## Records to use
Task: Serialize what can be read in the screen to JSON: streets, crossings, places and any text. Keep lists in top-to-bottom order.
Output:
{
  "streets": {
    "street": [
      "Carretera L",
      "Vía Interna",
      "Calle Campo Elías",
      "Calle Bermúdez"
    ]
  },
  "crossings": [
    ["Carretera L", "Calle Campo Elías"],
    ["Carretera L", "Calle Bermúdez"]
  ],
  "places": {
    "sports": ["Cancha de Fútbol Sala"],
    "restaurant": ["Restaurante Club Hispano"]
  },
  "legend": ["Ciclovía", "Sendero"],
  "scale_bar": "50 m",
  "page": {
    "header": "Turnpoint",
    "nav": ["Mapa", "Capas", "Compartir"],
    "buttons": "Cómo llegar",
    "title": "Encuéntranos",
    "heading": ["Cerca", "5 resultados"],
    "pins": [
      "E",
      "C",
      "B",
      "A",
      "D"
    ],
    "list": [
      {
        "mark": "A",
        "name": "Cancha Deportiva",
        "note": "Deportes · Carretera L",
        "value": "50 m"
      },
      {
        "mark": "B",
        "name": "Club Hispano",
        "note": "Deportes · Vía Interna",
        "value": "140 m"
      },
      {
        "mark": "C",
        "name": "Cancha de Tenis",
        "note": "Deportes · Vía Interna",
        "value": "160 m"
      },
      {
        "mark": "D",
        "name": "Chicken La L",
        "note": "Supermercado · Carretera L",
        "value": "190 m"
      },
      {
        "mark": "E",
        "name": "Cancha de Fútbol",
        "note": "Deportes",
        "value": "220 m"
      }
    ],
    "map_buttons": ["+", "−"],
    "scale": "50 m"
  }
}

## Directions
Whichever lines of the data include the word "Cancha", pull them out.

## Solution for this problem
    "sports": ["Cancha de Fútbol Sala"],
        "name": "Cancha Deportiva",
        "name": "Cancha de Tenis",
        "name": "Cancha de Fútbol",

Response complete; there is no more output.